Search the entries for lines that contain the word "picture", and report each one found.
BEGIN LISTED ENTRIES
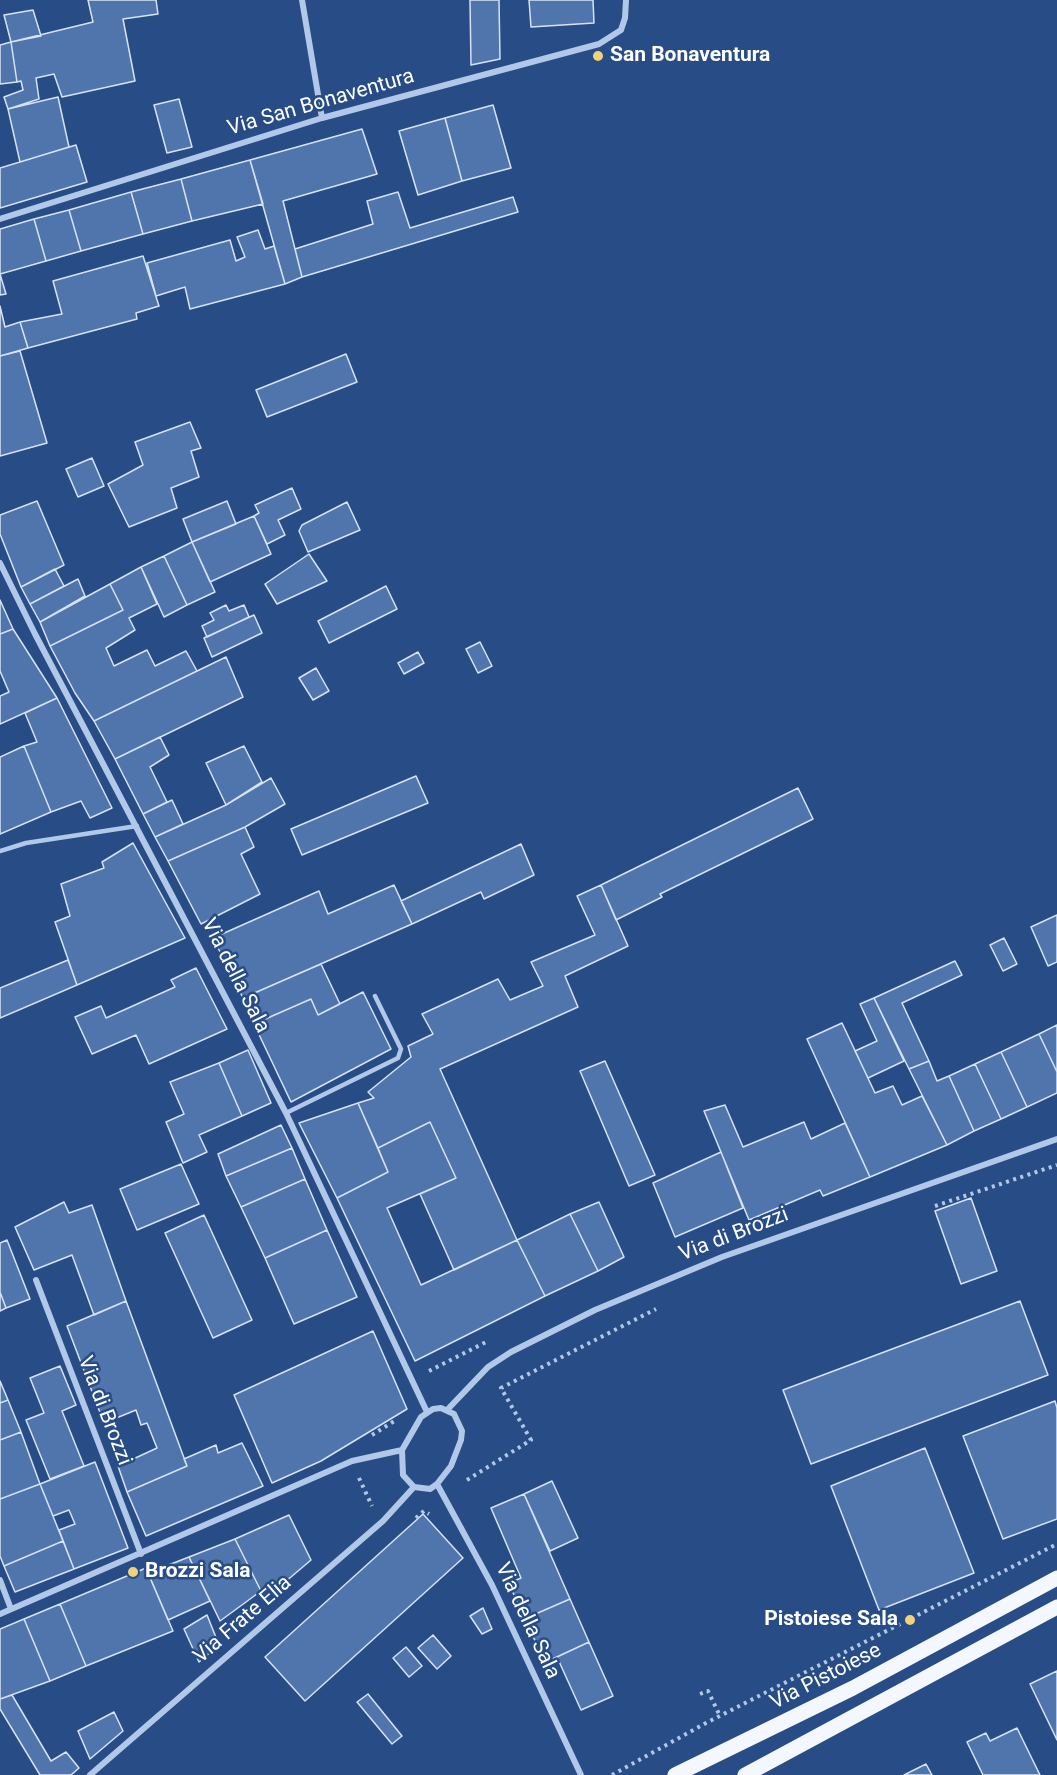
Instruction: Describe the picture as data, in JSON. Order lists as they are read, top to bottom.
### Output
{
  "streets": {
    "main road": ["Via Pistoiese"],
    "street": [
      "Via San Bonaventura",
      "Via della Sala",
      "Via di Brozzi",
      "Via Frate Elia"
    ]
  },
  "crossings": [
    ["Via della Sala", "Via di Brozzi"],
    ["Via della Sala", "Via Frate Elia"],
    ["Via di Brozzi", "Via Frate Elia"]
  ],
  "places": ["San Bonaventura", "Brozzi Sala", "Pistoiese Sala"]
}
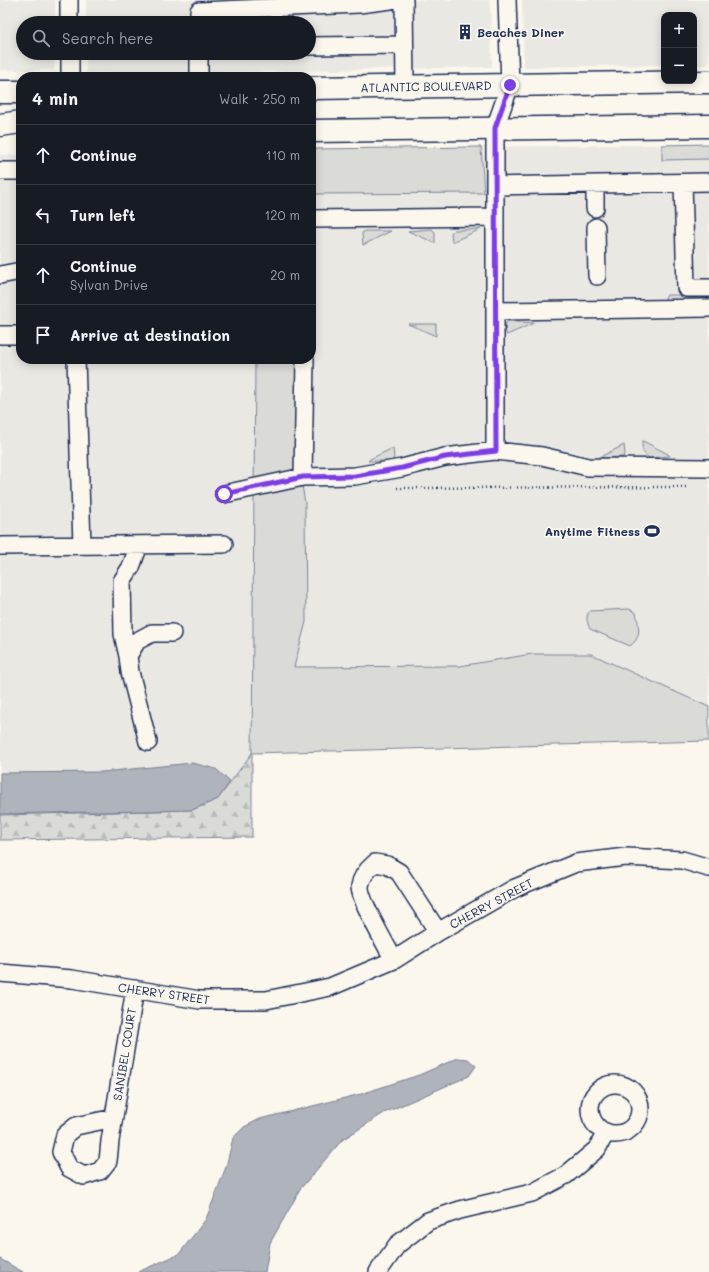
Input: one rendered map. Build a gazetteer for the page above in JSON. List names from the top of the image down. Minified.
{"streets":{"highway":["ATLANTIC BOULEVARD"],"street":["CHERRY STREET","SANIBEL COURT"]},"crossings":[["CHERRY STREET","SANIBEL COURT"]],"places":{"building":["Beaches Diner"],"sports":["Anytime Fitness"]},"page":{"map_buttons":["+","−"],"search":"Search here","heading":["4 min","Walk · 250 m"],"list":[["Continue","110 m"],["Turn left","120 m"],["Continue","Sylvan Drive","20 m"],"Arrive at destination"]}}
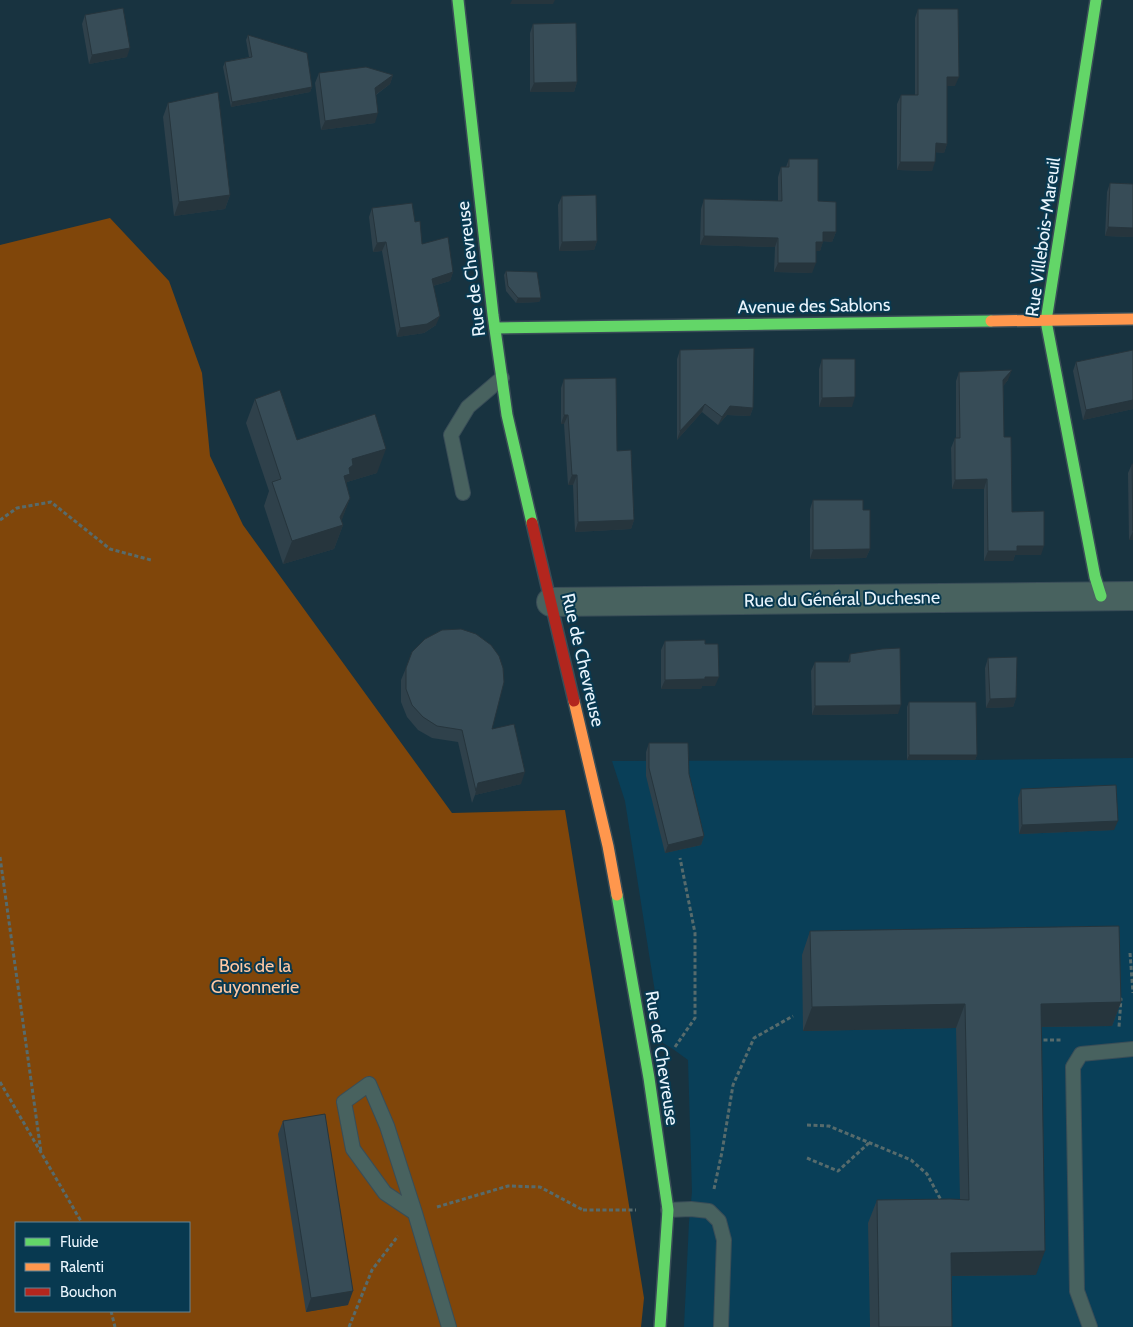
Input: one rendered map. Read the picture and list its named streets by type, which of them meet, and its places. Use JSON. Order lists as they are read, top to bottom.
END LISTED ENTRIES
SOLUTION:
Instruction: Describe the picture as data, in JSON. Order lists as they are read, top to bottom.
Input: one rendered map. Read the picture and list its named streets by type, which of them meet, and its places. Use JSON. Order lists as they are read, top to bottom.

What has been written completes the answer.